Copy nothing but the lines below, from the one with "Please mark all" through the one with "Bounding boxes for the", exactly as written; no pictures should appear.

Stored records
::::::
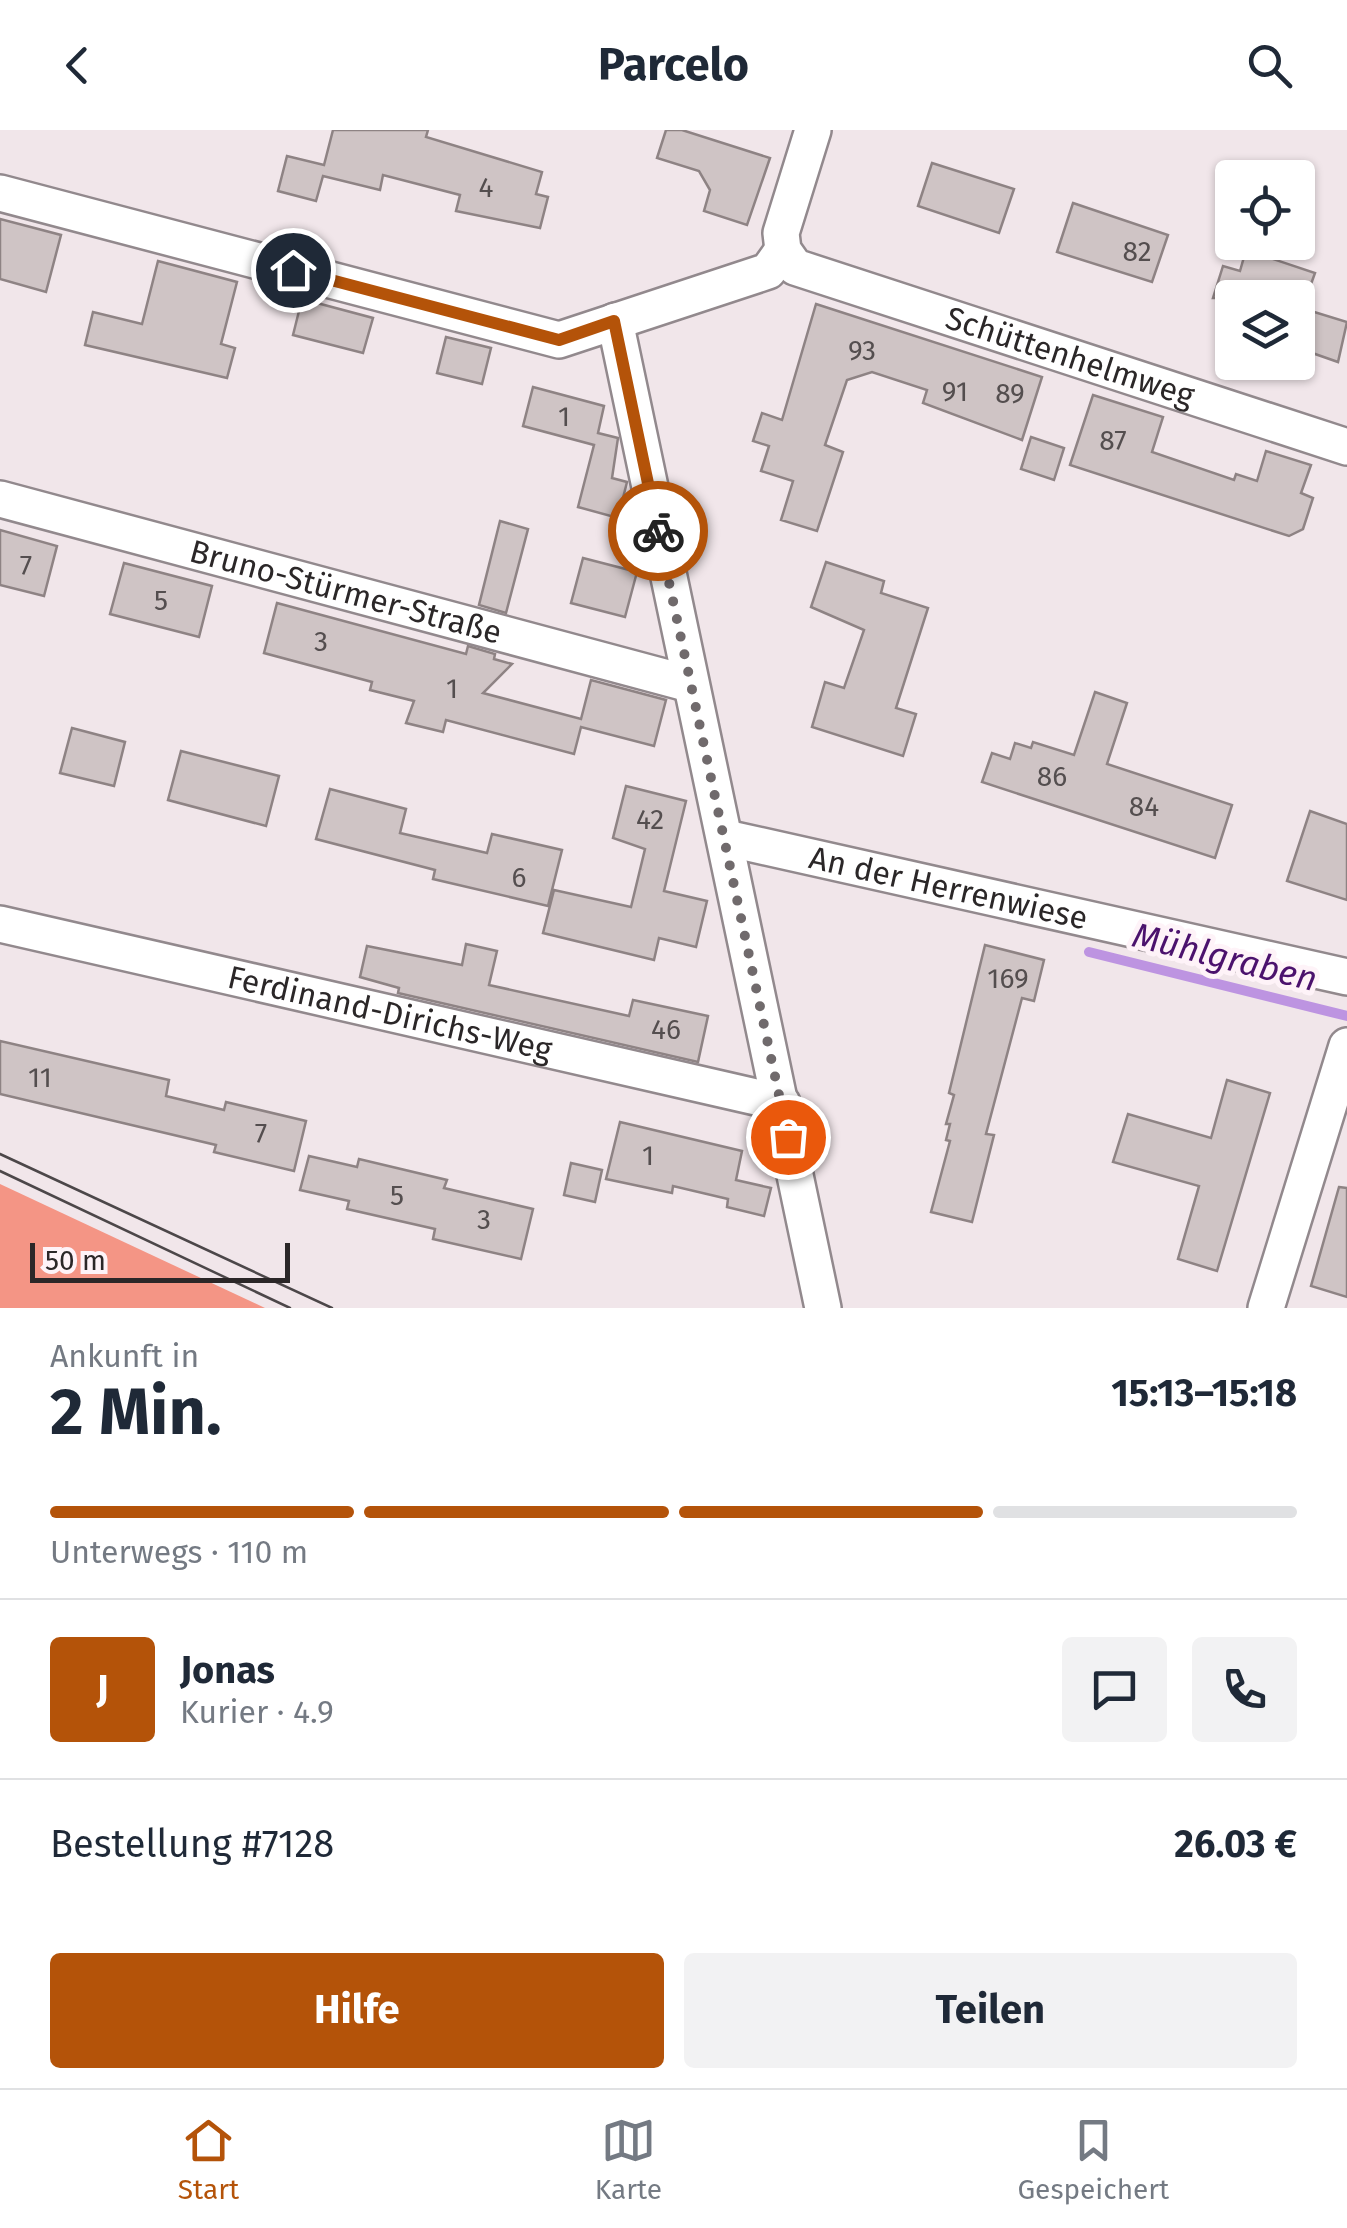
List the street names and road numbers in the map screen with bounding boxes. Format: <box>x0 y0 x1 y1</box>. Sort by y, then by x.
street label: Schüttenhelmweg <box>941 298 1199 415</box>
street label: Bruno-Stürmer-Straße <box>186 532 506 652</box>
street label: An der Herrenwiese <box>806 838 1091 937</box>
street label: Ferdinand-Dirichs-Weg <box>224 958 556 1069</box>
::::::
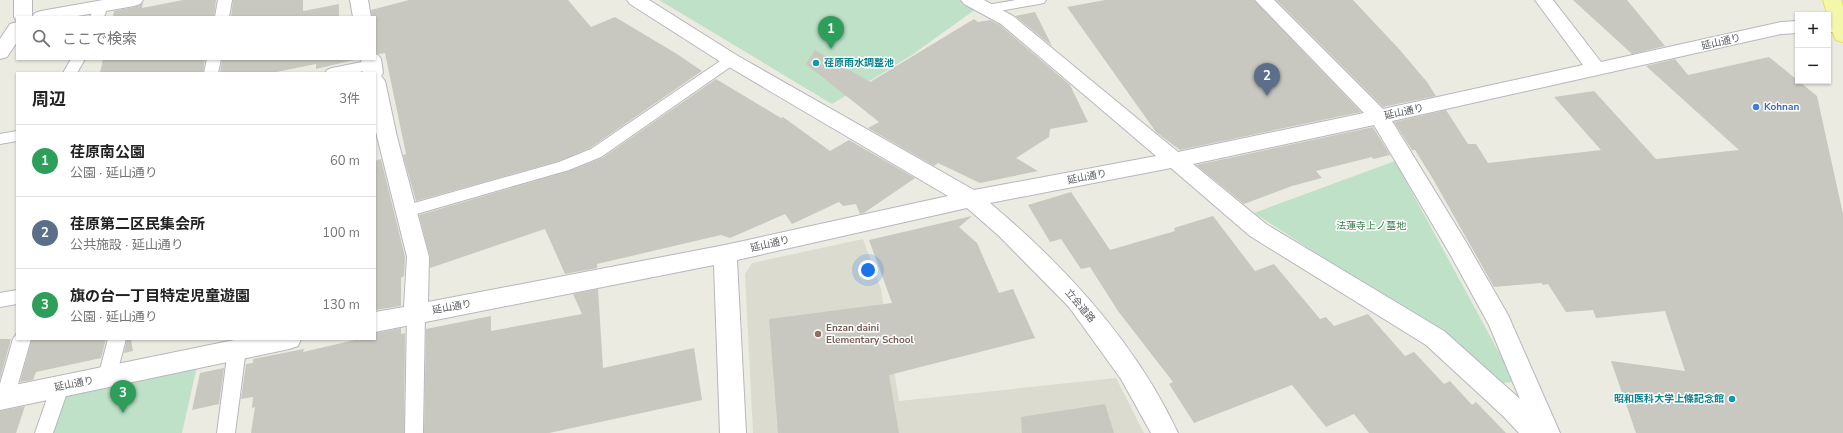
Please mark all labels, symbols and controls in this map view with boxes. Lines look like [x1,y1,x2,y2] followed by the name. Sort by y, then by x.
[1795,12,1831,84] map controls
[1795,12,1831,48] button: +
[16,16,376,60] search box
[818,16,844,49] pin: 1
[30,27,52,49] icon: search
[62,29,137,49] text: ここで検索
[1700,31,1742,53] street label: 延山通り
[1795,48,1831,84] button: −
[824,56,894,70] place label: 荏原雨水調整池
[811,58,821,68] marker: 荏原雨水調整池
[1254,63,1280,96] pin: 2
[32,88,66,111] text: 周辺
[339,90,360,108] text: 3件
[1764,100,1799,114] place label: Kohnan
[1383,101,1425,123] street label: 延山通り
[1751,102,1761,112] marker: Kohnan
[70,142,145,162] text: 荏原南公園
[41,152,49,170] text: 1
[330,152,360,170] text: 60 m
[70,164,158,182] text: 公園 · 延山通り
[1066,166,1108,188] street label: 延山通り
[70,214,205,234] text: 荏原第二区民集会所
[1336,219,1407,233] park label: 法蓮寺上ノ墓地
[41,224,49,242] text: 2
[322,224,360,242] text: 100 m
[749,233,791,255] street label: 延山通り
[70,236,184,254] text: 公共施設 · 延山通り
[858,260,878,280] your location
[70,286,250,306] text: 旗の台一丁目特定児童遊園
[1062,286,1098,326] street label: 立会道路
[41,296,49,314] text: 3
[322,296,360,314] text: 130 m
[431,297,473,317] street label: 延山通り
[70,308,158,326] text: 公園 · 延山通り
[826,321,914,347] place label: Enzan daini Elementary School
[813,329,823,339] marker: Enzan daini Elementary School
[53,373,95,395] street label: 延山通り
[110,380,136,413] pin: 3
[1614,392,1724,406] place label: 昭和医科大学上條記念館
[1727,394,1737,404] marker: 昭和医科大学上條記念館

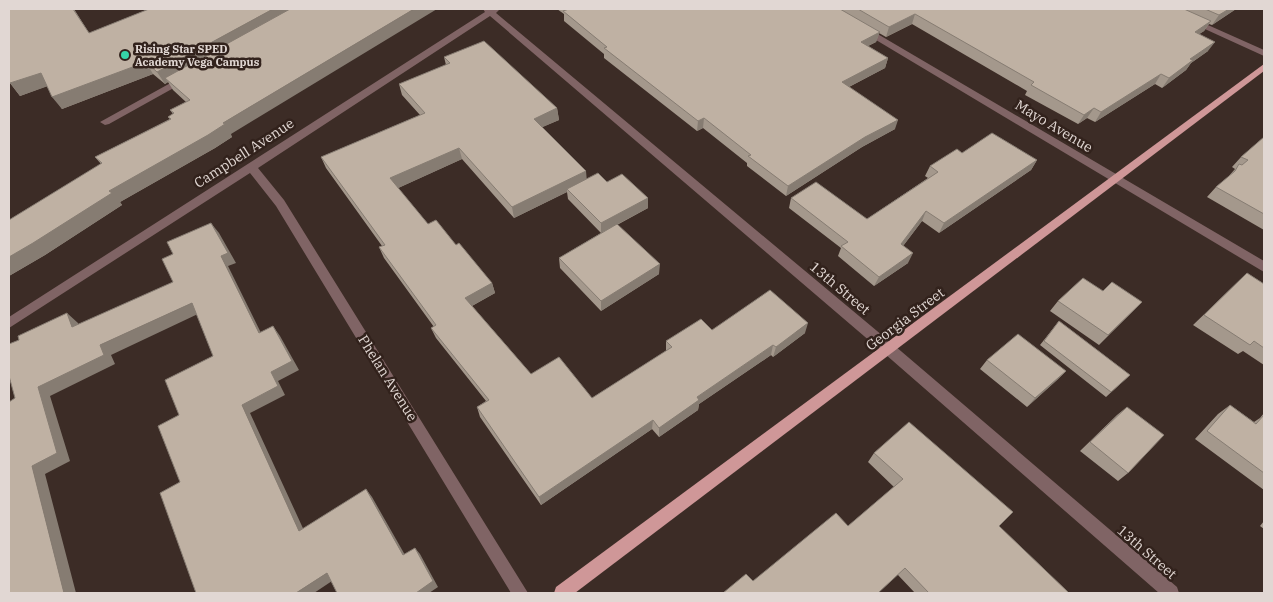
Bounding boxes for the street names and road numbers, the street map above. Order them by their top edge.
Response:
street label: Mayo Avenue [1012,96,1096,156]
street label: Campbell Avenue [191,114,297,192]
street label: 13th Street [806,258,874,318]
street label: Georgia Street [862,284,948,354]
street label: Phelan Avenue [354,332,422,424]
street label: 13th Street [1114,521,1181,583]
::::::
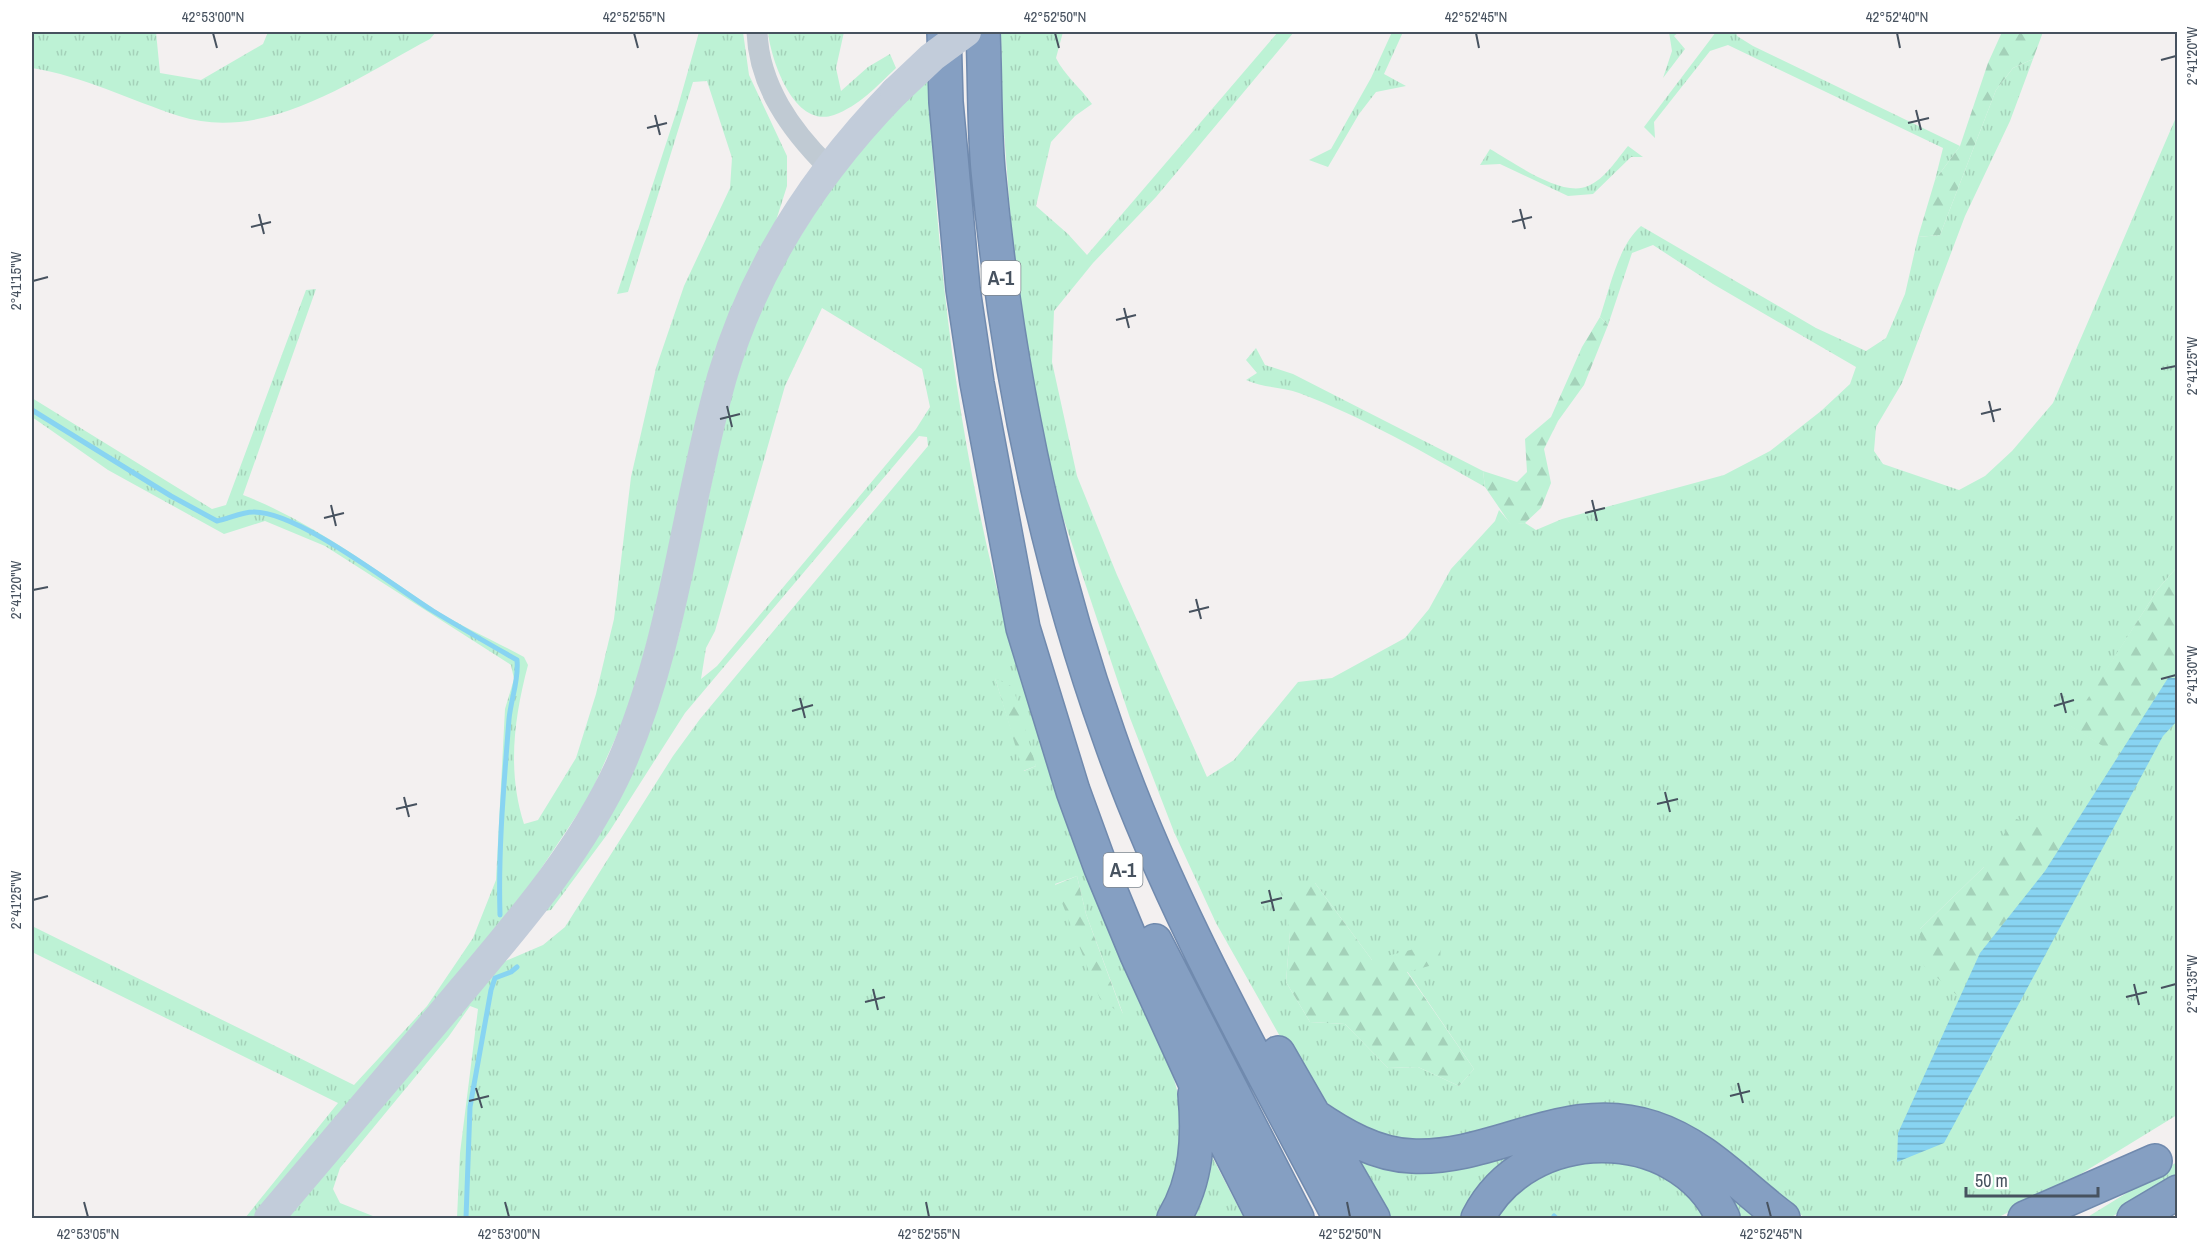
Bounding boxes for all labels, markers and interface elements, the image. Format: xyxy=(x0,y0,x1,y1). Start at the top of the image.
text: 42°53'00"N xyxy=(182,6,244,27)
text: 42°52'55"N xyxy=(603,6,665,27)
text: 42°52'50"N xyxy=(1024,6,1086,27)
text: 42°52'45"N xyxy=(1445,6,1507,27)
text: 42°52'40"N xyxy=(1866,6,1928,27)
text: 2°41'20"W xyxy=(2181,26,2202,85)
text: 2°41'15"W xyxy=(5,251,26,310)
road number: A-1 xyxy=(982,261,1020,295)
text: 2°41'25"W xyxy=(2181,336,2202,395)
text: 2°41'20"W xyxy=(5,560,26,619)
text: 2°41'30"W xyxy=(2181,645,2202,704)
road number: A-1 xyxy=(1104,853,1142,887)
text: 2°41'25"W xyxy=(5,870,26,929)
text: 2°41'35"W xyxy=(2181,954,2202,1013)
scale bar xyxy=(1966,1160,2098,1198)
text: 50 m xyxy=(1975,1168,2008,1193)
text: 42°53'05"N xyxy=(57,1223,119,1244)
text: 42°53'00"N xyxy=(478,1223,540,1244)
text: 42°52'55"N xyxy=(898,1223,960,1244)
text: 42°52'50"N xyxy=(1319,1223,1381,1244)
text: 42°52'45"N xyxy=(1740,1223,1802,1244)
::::::
*EXERCISE SOLUTION:*
Please mark all labels, symbols and controls in this map view with boxes. Lines look like [x1,y1,x2,y2] followed by the name. Sort by y, then by x.
[1795,12,1831,84] map controls
[1795,12,1831,48] button: +
[16,16,376,60] search box
[818,16,844,49] pin: 1
[30,27,52,49] icon: search
[62,29,137,49] text: ここで検索
[1700,31,1742,53] street label: 延山通り
[1795,48,1831,84] button: −
[824,56,894,70] place label: 荏原雨水調整池
[811,58,821,68] marker: 荏原雨水調整池
[1254,63,1280,96] pin: 2
[32,88,66,111] text: 周辺
[339,90,360,108] text: 3件
[1764,100,1799,114] place label: Kohnan
[1383,101,1425,123] street label: 延山通り
[1751,102,1761,112] marker: Kohnan
[70,142,145,162] text: 荏原南公園
[41,152,49,170] text: 1
[330,152,360,170] text: 60 m
[70,164,158,182] text: 公園 · 延山通り
[1066,166,1108,188] street label: 延山通り
[70,214,205,234] text: 荏原第二区民集会所
[1336,219,1407,233] park label: 法蓮寺上ノ墓地
[41,224,49,242] text: 2
[322,224,360,242] text: 100 m
[749,233,791,255] street label: 延山通り
[70,236,184,254] text: 公共施設 · 延山通り
[858,260,878,280] your location
[70,286,250,306] text: 旗の台一丁目特定児童遊園
[1062,286,1098,326] street label: 立会道路
[41,296,49,314] text: 3
[322,296,360,314] text: 130 m
[431,297,473,317] street label: 延山通り
[70,308,158,326] text: 公園 · 延山通り
[826,321,914,347] place label: Enzan daini Elementary School
[813,329,823,339] marker: Enzan daini Elementary School
[53,373,95,395] street label: 延山通り
[110,380,136,413] pin: 3
[1614,392,1724,406] place label: 昭和医科大学上條記念館
[1727,394,1737,404] marker: 昭和医科大学上條記念館

Bounding boxes for the street names and road numbers, the street map above. Order them by their top edge.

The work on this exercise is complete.